Trans people in the UK have some of the strongest legal protections in the world. They are free to self-identify as transgender and are protected from unfair treatment regarding work, education and access to services. They are protected by hate crime legislation. They are free to change their identity documents, such as driving licence and passports, to reflect their lived gender. Transgender people need and deserve transgender rights; and we’re very glad they have them.
But transgender pressure groups have stopped asking for more trans rights. They’ve been demanding women’s sexed-based rights instead. This is why it now matters to women. And this is why women’s views needed to be heard on GRA reform.

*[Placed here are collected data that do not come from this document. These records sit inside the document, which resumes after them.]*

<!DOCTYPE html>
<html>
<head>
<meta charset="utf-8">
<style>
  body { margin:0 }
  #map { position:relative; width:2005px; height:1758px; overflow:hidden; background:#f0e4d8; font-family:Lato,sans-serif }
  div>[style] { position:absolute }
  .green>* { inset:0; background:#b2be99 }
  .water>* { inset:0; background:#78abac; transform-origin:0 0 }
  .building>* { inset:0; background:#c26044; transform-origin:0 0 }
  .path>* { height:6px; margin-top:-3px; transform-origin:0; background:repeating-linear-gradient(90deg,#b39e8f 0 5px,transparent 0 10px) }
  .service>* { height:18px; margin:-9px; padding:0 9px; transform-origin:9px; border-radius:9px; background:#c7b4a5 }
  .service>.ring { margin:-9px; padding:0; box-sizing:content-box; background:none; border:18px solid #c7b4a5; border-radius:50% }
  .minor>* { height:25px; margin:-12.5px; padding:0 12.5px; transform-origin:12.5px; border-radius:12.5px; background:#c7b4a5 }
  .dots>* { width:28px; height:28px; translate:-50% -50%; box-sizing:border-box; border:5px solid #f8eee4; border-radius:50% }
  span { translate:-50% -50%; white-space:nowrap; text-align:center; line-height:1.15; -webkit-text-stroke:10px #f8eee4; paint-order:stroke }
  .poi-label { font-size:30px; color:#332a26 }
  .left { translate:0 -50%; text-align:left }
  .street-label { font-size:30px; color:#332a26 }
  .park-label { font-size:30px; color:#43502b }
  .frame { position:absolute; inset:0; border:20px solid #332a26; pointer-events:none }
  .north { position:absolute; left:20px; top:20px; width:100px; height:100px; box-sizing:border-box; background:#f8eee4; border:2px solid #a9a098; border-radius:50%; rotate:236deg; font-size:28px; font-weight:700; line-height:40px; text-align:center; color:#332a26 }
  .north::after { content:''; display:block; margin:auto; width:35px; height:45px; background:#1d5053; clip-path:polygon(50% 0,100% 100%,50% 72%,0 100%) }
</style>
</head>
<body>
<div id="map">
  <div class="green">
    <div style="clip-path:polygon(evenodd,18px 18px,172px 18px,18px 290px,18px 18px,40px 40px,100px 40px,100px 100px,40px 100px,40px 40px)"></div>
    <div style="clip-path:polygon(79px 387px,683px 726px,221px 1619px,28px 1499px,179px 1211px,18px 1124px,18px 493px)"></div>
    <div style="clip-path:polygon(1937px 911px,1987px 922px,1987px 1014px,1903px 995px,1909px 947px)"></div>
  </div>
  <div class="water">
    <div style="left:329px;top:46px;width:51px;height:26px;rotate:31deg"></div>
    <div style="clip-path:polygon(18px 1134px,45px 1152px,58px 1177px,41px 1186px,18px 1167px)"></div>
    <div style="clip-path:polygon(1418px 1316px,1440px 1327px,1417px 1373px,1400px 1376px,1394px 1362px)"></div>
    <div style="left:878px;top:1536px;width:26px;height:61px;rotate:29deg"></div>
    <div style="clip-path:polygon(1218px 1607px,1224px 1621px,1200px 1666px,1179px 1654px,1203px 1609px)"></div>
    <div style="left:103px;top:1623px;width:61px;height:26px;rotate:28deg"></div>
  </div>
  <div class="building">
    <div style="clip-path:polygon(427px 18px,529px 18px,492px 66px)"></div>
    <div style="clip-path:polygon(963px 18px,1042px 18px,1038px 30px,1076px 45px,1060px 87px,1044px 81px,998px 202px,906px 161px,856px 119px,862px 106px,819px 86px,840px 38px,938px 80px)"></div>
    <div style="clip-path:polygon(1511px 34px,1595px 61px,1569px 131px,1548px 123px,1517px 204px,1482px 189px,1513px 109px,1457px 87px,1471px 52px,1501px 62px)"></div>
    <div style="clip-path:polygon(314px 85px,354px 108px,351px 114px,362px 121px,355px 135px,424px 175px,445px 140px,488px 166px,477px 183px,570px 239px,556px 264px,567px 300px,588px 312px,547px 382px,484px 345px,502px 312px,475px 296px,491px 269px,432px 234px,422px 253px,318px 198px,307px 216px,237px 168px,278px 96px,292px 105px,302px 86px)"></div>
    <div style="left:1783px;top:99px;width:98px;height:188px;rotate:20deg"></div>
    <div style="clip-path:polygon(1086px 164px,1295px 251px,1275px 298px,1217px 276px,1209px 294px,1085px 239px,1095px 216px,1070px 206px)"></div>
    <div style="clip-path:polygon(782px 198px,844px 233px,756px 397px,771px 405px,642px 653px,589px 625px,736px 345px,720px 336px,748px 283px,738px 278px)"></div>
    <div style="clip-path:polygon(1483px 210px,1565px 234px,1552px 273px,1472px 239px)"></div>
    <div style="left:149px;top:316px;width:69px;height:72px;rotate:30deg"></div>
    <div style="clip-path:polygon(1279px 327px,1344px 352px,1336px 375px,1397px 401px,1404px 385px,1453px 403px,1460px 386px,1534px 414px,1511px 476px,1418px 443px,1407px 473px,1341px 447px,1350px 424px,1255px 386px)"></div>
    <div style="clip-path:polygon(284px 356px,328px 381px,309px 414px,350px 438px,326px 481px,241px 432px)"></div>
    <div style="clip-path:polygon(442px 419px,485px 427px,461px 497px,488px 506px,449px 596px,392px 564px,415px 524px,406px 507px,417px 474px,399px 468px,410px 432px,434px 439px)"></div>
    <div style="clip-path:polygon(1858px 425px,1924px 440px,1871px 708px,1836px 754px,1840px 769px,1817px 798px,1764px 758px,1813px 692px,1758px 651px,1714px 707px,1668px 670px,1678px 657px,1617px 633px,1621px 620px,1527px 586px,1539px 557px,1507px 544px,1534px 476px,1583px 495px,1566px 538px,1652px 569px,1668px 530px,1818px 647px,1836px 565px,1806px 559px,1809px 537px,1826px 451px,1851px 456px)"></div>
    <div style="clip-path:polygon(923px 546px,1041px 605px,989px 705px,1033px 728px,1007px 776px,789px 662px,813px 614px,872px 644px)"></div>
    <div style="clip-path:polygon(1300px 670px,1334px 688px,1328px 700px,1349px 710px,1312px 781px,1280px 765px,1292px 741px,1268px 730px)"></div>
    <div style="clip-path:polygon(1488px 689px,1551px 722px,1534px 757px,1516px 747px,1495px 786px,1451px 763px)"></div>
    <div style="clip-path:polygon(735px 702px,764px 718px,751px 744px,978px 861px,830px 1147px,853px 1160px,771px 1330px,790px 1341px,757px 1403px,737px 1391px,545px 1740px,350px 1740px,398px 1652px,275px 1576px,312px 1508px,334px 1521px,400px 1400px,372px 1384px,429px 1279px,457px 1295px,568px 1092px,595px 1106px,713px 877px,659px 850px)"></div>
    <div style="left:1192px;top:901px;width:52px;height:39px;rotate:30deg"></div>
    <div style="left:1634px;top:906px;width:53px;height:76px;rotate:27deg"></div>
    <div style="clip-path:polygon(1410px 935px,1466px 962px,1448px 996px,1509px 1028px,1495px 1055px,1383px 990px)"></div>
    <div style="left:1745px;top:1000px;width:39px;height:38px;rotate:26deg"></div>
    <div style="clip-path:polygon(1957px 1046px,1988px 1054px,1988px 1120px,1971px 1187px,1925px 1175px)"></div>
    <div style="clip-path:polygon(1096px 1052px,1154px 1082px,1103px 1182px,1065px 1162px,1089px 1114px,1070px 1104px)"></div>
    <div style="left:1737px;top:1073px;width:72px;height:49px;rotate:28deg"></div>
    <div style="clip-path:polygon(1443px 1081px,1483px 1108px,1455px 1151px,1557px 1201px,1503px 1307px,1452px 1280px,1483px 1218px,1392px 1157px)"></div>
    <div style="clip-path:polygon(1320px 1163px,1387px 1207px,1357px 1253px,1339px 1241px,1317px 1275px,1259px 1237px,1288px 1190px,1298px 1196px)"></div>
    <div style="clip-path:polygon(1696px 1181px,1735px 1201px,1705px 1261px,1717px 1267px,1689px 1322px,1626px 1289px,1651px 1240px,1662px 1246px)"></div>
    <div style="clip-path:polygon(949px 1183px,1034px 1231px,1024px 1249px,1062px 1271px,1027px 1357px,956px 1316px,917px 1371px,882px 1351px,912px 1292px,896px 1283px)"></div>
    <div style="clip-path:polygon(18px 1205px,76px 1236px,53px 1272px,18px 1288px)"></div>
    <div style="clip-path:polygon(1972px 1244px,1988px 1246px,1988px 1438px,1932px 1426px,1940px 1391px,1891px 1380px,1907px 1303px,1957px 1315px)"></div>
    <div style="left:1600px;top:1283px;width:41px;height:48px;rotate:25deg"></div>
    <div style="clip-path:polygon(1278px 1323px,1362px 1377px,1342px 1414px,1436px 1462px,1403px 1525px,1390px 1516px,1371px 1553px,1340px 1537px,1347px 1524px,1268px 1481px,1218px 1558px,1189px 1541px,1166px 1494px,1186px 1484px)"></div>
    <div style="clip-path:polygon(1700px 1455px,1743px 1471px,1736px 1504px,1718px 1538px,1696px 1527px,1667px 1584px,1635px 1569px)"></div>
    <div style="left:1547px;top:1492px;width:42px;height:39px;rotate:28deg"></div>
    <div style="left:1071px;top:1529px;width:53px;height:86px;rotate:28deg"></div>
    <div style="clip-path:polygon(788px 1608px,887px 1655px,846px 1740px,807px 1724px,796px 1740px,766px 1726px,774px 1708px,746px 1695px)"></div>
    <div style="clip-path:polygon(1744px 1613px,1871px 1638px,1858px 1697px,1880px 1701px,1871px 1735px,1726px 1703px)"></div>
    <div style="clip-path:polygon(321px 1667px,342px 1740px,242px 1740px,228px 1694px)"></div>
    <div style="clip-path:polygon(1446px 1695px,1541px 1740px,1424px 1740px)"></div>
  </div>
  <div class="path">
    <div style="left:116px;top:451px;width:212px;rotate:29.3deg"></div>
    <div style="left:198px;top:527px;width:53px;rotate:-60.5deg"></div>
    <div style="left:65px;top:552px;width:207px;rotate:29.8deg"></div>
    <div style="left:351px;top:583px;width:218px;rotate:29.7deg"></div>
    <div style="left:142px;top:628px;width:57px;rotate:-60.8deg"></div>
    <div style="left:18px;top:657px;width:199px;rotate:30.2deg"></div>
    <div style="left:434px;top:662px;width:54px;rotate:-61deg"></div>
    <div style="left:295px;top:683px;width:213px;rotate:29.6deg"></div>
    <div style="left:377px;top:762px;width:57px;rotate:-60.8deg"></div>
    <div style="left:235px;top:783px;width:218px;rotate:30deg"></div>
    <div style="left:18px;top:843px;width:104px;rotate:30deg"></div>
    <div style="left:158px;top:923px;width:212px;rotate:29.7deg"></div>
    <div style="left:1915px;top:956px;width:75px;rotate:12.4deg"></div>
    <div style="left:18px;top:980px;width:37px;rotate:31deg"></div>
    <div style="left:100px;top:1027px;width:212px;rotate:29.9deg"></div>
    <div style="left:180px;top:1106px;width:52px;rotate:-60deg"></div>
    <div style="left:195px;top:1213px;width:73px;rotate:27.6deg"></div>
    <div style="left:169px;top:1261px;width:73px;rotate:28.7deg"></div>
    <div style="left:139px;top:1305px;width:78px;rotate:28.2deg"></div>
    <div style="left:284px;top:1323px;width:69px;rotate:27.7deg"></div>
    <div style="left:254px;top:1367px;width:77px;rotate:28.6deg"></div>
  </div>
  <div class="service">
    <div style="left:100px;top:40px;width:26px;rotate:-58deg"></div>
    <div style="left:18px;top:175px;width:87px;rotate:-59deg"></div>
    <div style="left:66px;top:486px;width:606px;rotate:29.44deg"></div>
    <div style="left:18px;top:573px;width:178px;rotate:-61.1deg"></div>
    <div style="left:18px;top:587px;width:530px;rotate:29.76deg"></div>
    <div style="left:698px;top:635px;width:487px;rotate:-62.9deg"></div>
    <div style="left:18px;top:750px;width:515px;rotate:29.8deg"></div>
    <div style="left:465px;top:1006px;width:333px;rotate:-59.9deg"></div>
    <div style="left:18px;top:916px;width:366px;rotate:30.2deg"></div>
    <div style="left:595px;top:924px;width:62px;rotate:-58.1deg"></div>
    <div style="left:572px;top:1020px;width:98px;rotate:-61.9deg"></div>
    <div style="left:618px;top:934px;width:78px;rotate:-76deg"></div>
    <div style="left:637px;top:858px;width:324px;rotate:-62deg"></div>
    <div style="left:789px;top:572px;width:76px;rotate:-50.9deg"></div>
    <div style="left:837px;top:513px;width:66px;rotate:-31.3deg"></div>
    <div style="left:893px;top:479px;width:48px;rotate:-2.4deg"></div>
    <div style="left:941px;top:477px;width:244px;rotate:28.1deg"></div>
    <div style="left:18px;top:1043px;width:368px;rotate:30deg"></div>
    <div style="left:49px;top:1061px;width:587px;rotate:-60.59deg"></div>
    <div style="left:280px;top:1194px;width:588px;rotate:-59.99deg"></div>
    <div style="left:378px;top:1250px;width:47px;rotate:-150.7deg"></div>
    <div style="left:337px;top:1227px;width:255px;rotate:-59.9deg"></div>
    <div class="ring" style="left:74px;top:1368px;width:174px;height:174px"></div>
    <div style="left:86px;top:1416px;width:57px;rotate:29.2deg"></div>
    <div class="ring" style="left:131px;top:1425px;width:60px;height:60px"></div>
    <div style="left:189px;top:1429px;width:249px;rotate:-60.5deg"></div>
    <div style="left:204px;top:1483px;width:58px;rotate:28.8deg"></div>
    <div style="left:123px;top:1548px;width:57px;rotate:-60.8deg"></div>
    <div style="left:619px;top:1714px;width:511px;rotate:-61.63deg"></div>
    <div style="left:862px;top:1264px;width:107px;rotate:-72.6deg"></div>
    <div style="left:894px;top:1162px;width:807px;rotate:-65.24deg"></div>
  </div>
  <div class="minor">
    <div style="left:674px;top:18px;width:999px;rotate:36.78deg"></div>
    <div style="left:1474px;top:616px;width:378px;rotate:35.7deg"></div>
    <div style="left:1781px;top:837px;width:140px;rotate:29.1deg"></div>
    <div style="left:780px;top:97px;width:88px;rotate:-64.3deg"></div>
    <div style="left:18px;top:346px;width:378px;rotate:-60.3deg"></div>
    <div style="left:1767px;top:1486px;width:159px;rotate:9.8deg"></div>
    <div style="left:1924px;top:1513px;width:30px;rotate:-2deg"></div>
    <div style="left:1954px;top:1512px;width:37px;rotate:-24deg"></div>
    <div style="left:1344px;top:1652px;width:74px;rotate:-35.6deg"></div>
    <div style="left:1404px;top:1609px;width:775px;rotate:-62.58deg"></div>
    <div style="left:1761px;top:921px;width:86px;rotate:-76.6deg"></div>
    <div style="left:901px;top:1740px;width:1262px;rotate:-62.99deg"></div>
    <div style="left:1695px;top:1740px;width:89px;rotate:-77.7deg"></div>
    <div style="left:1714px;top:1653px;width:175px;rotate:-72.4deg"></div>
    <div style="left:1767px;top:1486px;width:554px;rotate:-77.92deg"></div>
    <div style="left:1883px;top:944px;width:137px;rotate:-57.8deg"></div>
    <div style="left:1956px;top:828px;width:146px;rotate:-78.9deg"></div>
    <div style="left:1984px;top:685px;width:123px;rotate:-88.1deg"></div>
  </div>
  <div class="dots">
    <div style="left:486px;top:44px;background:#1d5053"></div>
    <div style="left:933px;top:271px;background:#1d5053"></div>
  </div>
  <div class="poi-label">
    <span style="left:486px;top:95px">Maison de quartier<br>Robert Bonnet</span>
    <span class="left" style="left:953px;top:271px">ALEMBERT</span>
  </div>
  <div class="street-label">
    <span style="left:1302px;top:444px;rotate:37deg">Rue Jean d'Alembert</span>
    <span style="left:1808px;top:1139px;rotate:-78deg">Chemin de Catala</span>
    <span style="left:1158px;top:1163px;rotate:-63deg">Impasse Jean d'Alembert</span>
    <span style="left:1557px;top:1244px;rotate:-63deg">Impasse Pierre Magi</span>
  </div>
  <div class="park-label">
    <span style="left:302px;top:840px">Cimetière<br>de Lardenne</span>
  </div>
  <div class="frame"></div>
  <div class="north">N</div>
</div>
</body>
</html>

Women and girls need sex-based rights because we can suffer discrimination based on the sex we were born; the female sex. A crucial part of those sex-based rights is the right to choose a female-only space for reasons of privacy, safety or fairness.
Female-only quite simply means male-free. A male-free space requires the ability to exclude anyone born male, not just some males, all males. It also requires the ability to identify and acknowledge exactly who was born male. And since all transwomen were born male this is where the conflict lies.
Trans pressure groups wanted the law to allow *any* and *every* transwoman to change their birth certificate to say they had actually been born female and not male at all, and for it to be a criminal offence for their true male birth sex to be revealed.
Women’s groups objected saying birth sex should never be confidential when a male-born person is attempting to access a female-only space. How are female-only services possible if we are prevented from stating clearly and unambiguously who was born male. Laws on paper for women are meaningless if they can’t be used on the ground.
Liz Truss is the minister for women AND equalities. Her job is to balance the rights and needs of different groups. Her decision on GRA reform reflects this need for balance, as heard in her statement made to parliament today.
“Together this upholds the rights of transgender people and women”
A regulated process for transgender people with severe gender dysphoria to change the sex on their birth certificate remains in place, but will not be extended to include trans people without a medical diagnosis of gender dysphoria.
This decision means that existing transgender rights remain in place and that women’s sex-based rights have not been rolled back.
No fair-minded government or minister could have ploughed on with reform without acknowledging that this conflict of rights existed and the rights of different groups must be fairly balanced.
This principle of fairly balancing the rights of all must now be extended to all policy areas concerned with sex and gender.
For too long the narrow question for policy makers has simply been ‘how can we give trans people more rights’. This must now shift to ‘how can we balance the gender-based rights of trans people and sex-based rights of women and girls’.
All transgender policies should now be reviewed with fresh eyes, with women acknowledged as legitimate stakeholders in the policy development process, ensuring new policies work for everyone not just a few.
We look forward to working alongside transgender advocacy groups to support policy makers develop fair and workable policies on sex and gender.